Recorded data
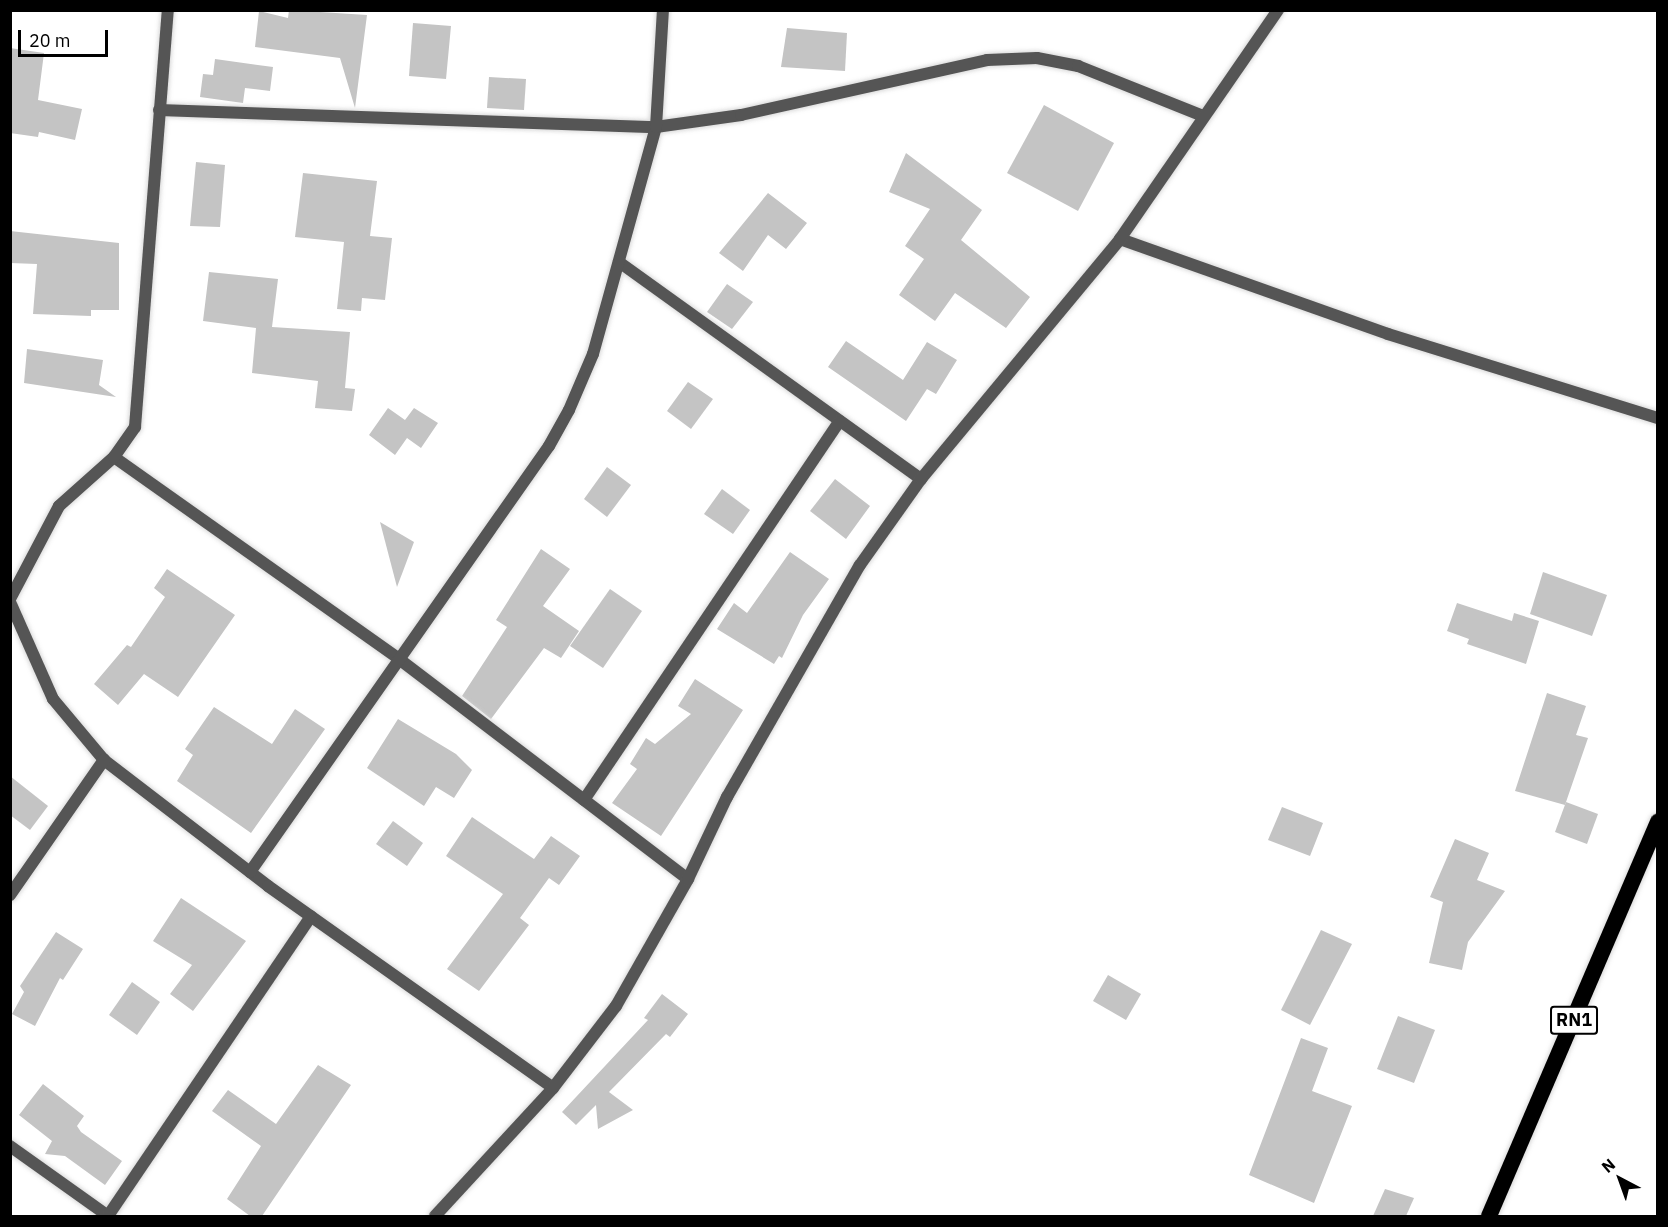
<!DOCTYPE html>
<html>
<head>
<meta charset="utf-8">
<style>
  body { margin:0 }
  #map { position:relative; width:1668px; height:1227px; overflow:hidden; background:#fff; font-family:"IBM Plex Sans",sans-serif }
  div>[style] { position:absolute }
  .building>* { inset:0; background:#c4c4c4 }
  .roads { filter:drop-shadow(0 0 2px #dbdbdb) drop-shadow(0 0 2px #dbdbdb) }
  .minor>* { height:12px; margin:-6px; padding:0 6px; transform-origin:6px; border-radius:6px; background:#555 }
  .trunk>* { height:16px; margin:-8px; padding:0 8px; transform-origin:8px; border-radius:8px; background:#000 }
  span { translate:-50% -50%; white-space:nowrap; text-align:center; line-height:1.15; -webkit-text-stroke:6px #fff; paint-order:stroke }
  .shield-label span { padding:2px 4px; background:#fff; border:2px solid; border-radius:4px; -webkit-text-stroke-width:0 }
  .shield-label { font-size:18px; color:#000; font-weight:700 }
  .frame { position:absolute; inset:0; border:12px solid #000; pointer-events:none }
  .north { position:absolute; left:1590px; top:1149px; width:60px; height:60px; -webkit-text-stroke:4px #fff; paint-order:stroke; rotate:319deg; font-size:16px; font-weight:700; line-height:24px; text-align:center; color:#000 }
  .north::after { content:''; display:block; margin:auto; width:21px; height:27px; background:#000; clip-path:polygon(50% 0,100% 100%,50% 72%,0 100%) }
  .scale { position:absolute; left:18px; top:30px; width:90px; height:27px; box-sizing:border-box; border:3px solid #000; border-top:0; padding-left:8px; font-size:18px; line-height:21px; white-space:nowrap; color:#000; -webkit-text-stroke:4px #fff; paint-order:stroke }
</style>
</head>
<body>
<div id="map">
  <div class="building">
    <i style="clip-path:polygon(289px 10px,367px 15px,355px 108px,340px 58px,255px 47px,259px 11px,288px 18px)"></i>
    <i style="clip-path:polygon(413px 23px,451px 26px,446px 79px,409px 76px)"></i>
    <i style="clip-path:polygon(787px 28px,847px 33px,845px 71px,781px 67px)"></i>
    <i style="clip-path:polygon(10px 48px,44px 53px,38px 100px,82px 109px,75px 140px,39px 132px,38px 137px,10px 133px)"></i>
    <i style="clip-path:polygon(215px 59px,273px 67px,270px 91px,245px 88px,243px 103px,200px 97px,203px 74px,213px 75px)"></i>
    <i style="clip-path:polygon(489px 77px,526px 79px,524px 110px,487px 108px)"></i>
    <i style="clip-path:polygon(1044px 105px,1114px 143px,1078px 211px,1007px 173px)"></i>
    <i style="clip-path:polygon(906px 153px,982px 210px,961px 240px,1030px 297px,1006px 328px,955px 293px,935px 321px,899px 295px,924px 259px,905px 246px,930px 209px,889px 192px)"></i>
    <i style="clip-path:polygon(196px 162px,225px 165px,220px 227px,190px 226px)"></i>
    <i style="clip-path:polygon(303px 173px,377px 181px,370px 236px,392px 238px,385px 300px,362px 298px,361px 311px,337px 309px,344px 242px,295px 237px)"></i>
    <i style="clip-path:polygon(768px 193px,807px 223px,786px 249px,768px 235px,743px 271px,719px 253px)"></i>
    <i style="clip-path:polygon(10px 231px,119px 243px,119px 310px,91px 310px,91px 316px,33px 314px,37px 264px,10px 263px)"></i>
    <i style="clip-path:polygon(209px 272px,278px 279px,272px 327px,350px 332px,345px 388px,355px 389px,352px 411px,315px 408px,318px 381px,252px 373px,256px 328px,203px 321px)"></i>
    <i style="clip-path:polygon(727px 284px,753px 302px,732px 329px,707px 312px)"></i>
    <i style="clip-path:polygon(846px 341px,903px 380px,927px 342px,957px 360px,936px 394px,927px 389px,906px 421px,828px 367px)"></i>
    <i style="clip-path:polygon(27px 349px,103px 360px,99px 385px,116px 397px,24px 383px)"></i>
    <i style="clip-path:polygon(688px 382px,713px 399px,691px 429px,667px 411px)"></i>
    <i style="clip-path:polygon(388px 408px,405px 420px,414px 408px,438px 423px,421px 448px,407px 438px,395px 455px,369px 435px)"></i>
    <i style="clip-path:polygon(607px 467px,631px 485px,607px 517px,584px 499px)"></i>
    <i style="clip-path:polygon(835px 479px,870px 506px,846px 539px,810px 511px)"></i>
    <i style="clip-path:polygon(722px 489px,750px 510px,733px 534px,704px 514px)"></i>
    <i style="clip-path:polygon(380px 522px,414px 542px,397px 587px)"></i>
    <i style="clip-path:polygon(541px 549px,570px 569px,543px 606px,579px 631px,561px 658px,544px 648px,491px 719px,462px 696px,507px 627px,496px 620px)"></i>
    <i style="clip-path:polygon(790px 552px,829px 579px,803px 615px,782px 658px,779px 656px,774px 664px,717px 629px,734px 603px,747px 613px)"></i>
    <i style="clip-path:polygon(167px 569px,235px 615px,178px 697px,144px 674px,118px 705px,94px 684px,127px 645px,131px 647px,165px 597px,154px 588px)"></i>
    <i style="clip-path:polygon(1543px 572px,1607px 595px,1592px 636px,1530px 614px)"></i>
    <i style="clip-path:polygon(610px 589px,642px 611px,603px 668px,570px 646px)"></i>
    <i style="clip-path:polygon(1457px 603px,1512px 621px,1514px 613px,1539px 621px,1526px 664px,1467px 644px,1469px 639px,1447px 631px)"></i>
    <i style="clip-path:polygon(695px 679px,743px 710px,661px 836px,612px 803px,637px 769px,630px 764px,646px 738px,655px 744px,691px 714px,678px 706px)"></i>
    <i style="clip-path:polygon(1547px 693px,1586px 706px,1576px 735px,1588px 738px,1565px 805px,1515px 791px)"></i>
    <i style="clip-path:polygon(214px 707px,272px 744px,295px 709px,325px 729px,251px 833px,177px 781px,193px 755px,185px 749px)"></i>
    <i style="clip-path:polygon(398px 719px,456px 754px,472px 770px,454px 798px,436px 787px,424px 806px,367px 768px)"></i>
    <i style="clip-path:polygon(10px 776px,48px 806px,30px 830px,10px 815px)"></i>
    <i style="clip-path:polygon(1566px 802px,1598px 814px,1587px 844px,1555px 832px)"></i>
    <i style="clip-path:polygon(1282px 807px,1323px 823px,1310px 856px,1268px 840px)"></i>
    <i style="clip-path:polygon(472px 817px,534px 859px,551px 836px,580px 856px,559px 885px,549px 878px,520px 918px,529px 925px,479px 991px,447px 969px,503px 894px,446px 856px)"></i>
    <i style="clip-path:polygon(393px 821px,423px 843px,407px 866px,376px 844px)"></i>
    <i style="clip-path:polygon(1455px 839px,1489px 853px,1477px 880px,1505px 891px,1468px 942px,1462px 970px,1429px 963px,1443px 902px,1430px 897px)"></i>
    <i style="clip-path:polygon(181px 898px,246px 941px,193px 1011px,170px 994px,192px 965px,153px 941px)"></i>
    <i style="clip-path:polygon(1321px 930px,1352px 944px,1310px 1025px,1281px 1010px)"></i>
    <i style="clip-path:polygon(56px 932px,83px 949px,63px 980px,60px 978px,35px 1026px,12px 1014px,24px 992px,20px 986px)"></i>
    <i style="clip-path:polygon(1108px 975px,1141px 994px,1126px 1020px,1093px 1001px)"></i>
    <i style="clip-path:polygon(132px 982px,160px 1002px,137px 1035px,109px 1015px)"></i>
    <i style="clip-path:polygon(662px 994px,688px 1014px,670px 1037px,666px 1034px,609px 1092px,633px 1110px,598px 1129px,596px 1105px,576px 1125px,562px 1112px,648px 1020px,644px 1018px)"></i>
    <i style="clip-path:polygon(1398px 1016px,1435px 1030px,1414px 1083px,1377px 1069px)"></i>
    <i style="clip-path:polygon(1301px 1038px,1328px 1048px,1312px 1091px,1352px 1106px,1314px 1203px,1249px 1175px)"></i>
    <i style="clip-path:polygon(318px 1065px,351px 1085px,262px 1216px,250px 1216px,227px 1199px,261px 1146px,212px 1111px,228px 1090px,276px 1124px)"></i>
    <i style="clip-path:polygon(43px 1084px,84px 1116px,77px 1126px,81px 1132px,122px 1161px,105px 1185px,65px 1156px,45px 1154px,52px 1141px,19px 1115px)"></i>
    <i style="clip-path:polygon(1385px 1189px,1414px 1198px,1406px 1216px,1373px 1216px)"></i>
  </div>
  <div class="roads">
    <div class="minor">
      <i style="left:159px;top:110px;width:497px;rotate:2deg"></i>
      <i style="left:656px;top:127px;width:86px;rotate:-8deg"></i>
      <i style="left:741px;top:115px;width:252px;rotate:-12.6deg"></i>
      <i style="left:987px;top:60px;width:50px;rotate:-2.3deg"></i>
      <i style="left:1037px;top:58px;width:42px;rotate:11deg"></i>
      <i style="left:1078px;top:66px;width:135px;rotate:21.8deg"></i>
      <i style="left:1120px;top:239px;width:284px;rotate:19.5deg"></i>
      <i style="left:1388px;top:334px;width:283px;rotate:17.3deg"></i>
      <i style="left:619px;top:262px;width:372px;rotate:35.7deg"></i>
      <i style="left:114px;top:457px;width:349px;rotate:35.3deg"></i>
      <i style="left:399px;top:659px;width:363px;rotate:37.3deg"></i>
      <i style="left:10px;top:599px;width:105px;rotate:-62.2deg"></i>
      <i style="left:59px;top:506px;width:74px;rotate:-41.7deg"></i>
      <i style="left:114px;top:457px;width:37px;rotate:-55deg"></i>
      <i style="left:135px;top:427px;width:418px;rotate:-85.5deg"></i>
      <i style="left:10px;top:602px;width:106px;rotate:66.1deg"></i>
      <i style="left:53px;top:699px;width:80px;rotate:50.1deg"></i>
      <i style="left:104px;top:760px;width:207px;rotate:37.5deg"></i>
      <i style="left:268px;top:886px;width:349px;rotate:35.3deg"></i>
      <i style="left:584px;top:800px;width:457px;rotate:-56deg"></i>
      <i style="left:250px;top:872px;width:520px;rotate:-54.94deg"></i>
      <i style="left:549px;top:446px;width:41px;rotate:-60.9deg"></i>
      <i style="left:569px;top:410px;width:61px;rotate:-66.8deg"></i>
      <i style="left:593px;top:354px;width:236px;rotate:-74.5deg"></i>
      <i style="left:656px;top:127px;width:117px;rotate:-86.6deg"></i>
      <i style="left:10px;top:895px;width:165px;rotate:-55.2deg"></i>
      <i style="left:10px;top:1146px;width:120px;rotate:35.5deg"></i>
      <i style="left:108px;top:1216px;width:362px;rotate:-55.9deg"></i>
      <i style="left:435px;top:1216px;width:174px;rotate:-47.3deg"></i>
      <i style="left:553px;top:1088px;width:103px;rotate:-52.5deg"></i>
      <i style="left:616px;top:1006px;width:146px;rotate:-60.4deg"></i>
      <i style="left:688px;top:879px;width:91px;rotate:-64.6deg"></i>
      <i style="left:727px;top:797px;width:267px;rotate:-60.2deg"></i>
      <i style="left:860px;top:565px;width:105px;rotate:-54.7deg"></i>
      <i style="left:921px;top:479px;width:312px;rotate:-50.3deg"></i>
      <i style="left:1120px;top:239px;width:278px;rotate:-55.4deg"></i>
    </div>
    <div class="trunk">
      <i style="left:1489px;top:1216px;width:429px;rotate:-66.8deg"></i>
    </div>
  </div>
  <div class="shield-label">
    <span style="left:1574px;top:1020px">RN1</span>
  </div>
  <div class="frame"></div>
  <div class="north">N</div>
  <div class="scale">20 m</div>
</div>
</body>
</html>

# TASK OBJECTIVE
Reproduce only the lines from the first line of the entries through the line containing "position:relative; width:1668px; height:1227px;", exactly and with both ends kept. Omit the pictures.

# SOLUTION TO THE EXERCISE
<!DOCTYPE html>
<html>
<head>
<meta charset="utf-8">
<style>
  body { margin:0 }
  #map { position:relative; width:1668px; height:1227px; overflow:hidden; background:#fff; font-family:"IBM Plex Sans",sans-serif }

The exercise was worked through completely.